*** Opening of MATERIAL FOR THIS EXERCISE ***

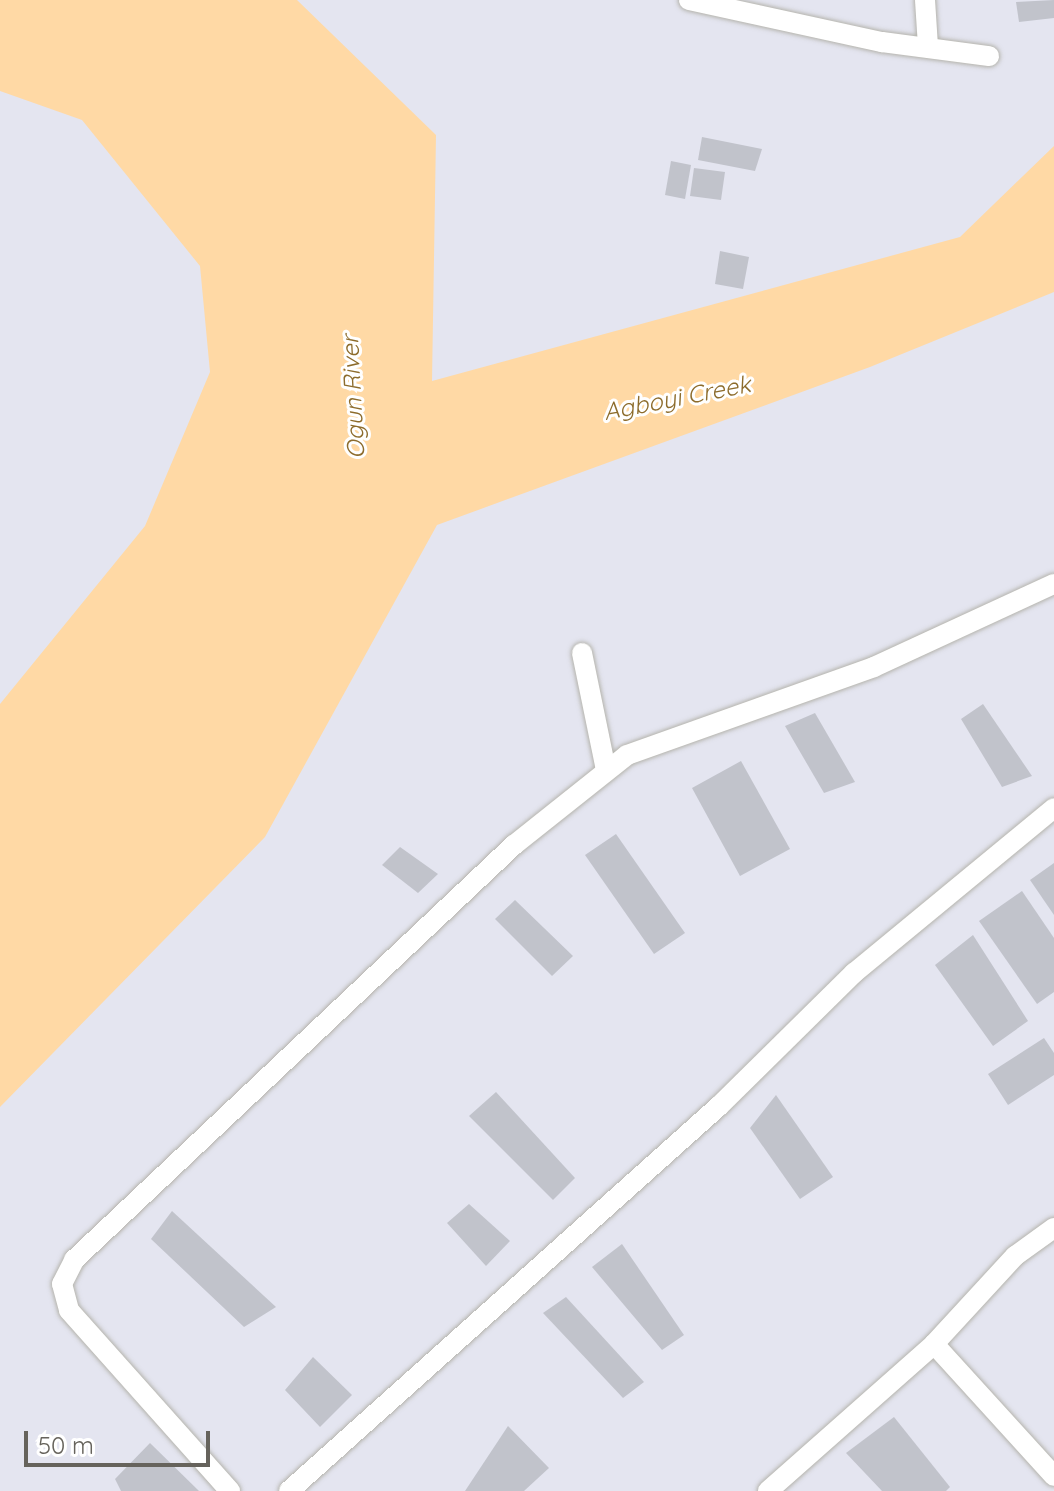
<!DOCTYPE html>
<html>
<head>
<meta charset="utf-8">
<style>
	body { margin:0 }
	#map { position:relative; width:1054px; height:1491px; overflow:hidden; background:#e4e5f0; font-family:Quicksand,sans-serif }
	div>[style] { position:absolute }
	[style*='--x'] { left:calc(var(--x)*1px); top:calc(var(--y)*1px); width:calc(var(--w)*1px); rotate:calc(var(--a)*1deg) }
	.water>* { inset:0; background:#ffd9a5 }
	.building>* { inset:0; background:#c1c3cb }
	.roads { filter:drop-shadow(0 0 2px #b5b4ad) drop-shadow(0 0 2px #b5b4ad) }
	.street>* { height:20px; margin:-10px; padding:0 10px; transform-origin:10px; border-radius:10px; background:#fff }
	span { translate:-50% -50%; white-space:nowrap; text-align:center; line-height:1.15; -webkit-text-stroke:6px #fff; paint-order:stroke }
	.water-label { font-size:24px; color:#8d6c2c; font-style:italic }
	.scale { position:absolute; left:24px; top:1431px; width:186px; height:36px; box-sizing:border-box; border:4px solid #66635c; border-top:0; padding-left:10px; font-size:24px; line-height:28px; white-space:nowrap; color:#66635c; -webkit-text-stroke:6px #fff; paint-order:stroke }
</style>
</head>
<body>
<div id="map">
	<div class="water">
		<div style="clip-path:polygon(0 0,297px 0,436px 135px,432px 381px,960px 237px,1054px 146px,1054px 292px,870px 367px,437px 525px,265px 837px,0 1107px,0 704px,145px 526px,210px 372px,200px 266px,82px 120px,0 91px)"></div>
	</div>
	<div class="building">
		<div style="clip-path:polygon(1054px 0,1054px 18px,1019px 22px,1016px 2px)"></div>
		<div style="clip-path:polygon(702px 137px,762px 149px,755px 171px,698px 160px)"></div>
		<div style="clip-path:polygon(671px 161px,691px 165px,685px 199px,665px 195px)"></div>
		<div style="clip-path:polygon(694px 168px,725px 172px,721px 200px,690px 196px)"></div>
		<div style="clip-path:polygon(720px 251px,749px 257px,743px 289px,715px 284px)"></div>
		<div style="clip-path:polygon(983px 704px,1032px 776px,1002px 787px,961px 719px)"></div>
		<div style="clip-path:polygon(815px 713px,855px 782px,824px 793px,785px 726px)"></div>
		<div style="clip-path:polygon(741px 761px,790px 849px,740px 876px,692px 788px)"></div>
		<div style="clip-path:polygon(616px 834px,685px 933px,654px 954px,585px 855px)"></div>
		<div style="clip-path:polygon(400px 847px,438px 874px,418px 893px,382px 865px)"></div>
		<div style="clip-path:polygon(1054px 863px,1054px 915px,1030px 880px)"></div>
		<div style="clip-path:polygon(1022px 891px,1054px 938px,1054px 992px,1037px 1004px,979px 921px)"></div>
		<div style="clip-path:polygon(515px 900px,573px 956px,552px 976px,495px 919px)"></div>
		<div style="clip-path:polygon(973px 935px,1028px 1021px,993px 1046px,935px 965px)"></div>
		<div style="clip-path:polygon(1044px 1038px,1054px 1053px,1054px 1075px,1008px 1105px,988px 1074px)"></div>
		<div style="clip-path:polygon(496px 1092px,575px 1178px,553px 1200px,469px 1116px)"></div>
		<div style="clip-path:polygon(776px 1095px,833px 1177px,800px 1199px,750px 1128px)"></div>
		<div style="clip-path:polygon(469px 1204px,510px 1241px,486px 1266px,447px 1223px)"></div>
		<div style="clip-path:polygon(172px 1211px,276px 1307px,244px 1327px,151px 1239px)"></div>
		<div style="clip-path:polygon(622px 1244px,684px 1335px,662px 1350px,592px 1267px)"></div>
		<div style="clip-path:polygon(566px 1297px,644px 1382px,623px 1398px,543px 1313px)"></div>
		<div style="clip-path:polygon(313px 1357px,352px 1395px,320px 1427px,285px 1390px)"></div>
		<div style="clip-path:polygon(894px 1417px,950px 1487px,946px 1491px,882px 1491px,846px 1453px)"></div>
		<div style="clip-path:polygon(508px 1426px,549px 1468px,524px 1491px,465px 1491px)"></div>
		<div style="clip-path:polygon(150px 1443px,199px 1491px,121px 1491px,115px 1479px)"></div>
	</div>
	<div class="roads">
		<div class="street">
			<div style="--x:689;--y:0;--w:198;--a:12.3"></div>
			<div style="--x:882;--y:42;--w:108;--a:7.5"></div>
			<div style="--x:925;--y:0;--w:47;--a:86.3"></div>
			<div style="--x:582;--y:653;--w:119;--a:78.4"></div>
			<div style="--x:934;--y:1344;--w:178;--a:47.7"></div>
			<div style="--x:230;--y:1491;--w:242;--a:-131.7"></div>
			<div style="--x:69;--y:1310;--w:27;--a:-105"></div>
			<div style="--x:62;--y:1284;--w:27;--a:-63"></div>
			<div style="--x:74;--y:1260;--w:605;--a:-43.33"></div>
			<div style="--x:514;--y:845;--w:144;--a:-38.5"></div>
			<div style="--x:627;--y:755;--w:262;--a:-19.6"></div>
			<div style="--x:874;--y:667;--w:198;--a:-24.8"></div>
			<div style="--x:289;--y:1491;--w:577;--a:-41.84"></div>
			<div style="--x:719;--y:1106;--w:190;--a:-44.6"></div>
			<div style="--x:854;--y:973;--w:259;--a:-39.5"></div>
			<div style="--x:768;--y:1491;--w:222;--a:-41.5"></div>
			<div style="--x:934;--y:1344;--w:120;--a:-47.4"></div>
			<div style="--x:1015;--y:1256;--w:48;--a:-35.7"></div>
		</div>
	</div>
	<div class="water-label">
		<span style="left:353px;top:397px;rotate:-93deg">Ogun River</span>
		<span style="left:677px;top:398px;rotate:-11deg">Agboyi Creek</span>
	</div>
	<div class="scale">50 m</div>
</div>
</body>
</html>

*** Close of MATERIAL FOR THIS EXERCISE ***

ACTIVITY | The line with "translate:-50% -50%; white-space:nowrap;" marks the end: restate word for word every line from the top of the data through that one, omitting pictures.

WRITTEN REPLY |
<!DOCTYPE html>
<html>
<head>
<meta charset="utf-8">
<style>
	body { margin:0 }
	#map { position:relative; width:1054px; height:1491px; overflow:hidden; background:#e4e5f0; font-family:Quicksand,sans-serif }
	div>[style] { position:absolute }
	[style*='--x'] { left:calc(var(--x)*1px); top:calc(var(--y)*1px); width:calc(var(--w)*1px); rotate:calc(var(--a)*1deg) }
	.water>* { inset:0; background:#ffd9a5 }
	.building>* { inset:0; background:#c1c3cb }
	.roads { filter:drop-shadow(0 0 2px #b5b4ad) drop-shadow(0 0 2px #b5b4ad) }
	.street>* { height:20px; margin:-10px; padding:0 10px; transform-origin:10px; border-radius:10px; background:#fff }
	span { translate:-50% -50%; white-space:nowrap; text-align:center; line-height:1.15; -webkit-text-stroke:6px #fff; paint-order:stroke }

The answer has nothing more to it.